Quase dois milhões de bebés nascem mortos todos os anos – um a cada 16 segundos -, revelam as primeiras estimativas conjuntas da UNICEF, Organização Mundial da Saúde (OMS), Grupo Banco Mundial e Divisão de População do Departamento Económico das Nações Unidas e Assuntos Sociais sobre nados-mortos.

A grande maioria dos nados-mortos, 84%, ocorre em países de rendimentos médios e baixos, revela o novo relatório, A Neglected Tragedy: The Global Burden of Stillbirths. Em 2019, três em cada quatro nados-mortos ocorreram na África Subsaariana ou no sul da Ásia. 

“Perder um filho ao nascer ou durante a gravidez é uma tragédia devastadora para uma família, que geralmente é suportada em silêncio, mas com muita frequência, em todo o mundo”, refere Henrietta Fore, Diretora Executiva da UNICEF.

“A cada 16 segundos, uma mãe irá sofrer, em algum lugar, esta indescritível tragédia. Além da perda de vidas, os custos psicológicos e financeiros para as mulheres, famílias e sociedades são graves e duradouros. Para muitas dessas mães, não tinha de ser assim. A maioria dos nados-mortos poderia ter sido evitada com monitorização de alta qualidade, cuidados pré-natais adequados e uma parteira qualificada.”

O relatório alerta que a pandemia de COVID-19 pode piorar o número global de nados-mortos. Uma redução de 50% nos serviços de saúde devido à pandemia poderia causar quase 200.000 nados-mortos adicionais num período de 12 meses em 117 países de rendimentos médios e baixos. Isso corresponde a um aumento de 11% no número de nados-mortos.

A maioria dos casos de nados-mortos deve-se à má qualidade dos cuidados durante a gravidez e parto. A falta de investimentos em serviços pré-natais e no fortalecimento da força de trabalho de enfermagem e obstetrícia são os principais desafios, afirma o relatório.

Sem progressos na redução do número de nados-mortos

Mais de 40% dos nados-mortos ocorrem durante o trabalho de parto, uma perda que poderia ser evitada com acesso a um profissional de saúde treinado durante o parto e cuidados de obstetrícia de emergência oportunos.
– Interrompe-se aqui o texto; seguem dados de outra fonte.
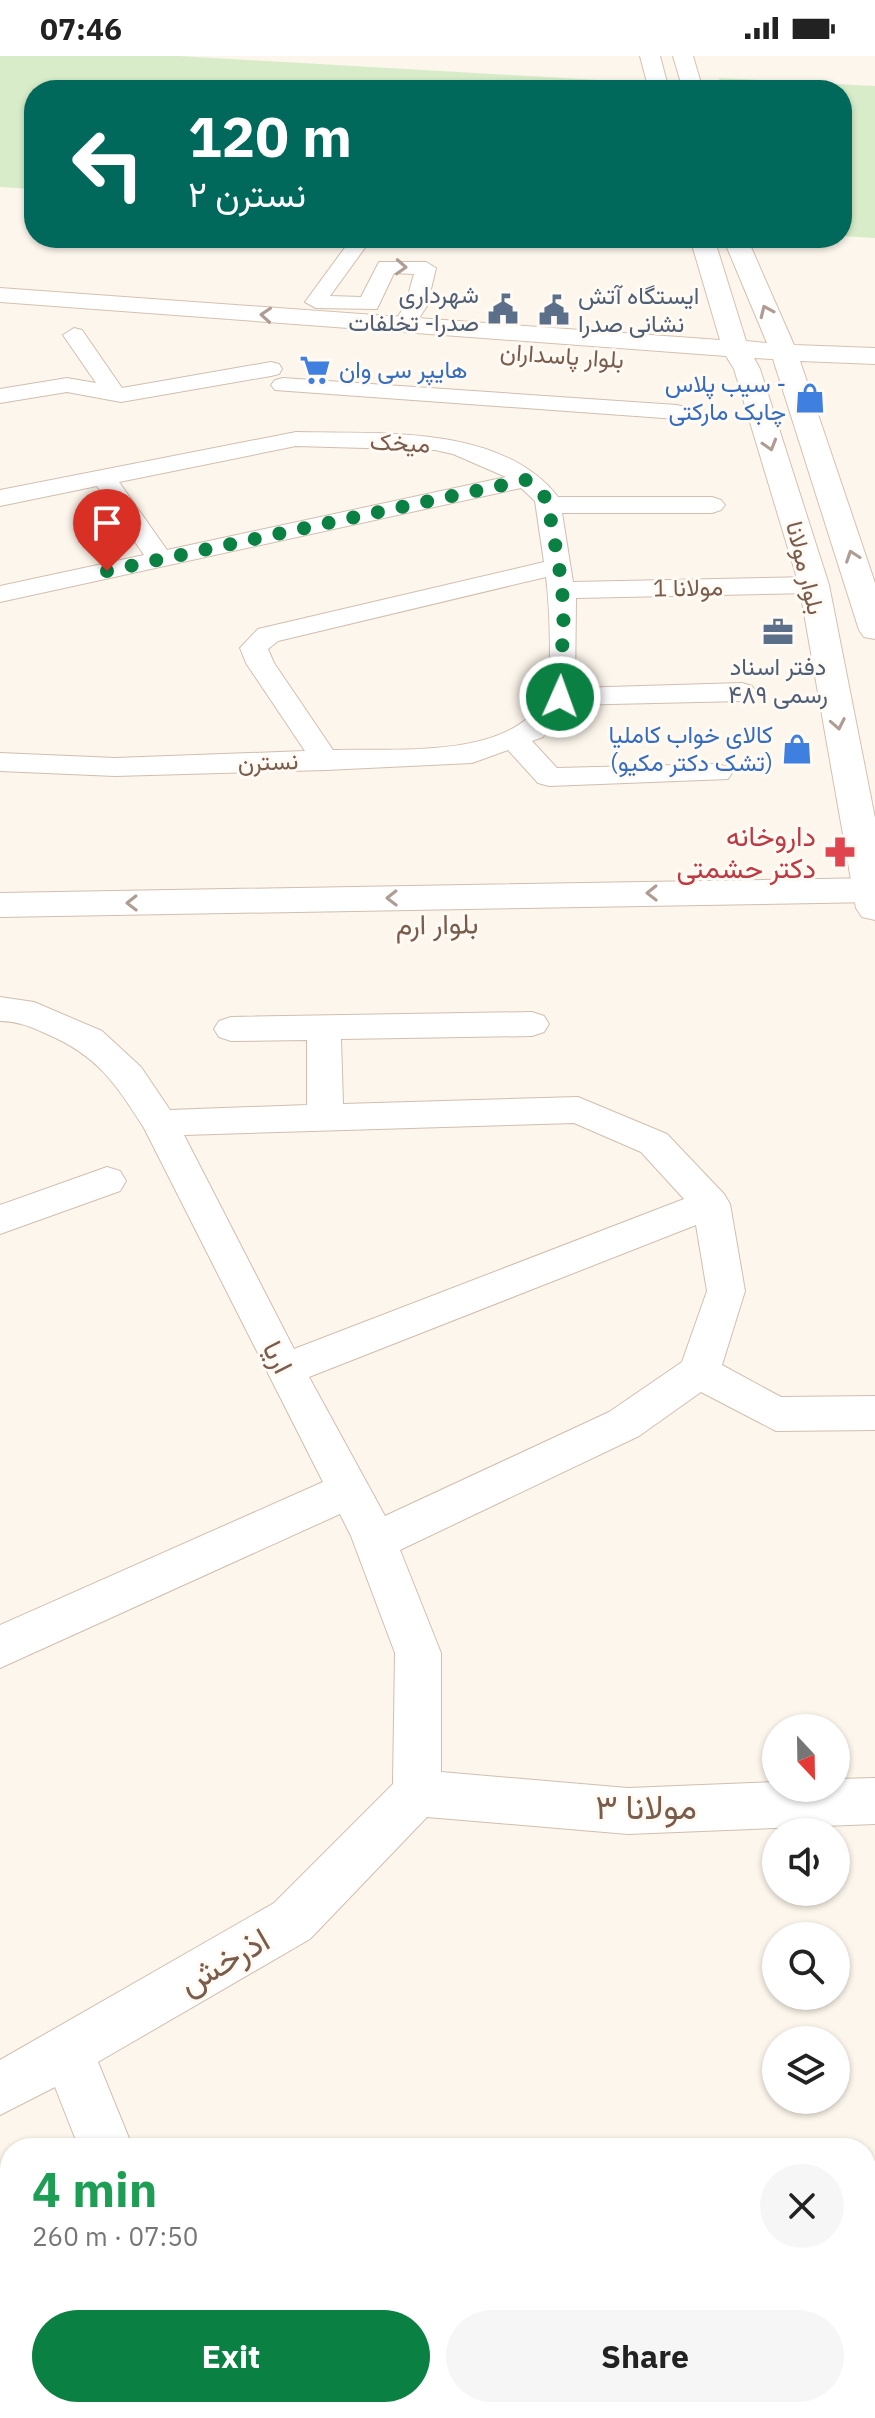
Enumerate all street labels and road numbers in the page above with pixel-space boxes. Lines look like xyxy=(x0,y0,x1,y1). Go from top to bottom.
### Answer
street label: بلوار پاسداران xyxy=(499,335,625,376)
street label: میخک xyxy=(369,424,431,460)
street label: بلوار مولانا xyxy=(779,518,833,618)
street label: مولانا 1 xyxy=(653,570,723,604)
street label: نسترن xyxy=(237,744,299,778)
street label: بلوار ارم xyxy=(395,904,479,944)
street label: اریا xyxy=(255,1334,302,1379)
street label: مولانا ۳ xyxy=(595,1784,697,1828)
street label: اذرخش xyxy=(170,1917,277,2004)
Cerca de metade dos nados-mortos na África Subsaariana e na Ásia Central e Meridional ocorrem durante o parto, em comparação com 6% na Europa, América do Norte, Austrália e Nova Zelândia.

Mesmo antes de a pandemia causar interrupções críticas nos serviços de saúde, poucas mulheres em países de rendimentos médios e baixos recebiam atendimento oportuno e de alta qualidade para prevenir nados-mortos.

Metade dos 117 países analisados ​​no relatório tem cobertura que varia de um mínimo de menos de 2% a um máximo de apenas 5% para oito importantes intervenções de saúde materna, como cesariana, prevenção da malária, tratamento da hipertensão na gravidez e deteção e tratamento da sífilis. 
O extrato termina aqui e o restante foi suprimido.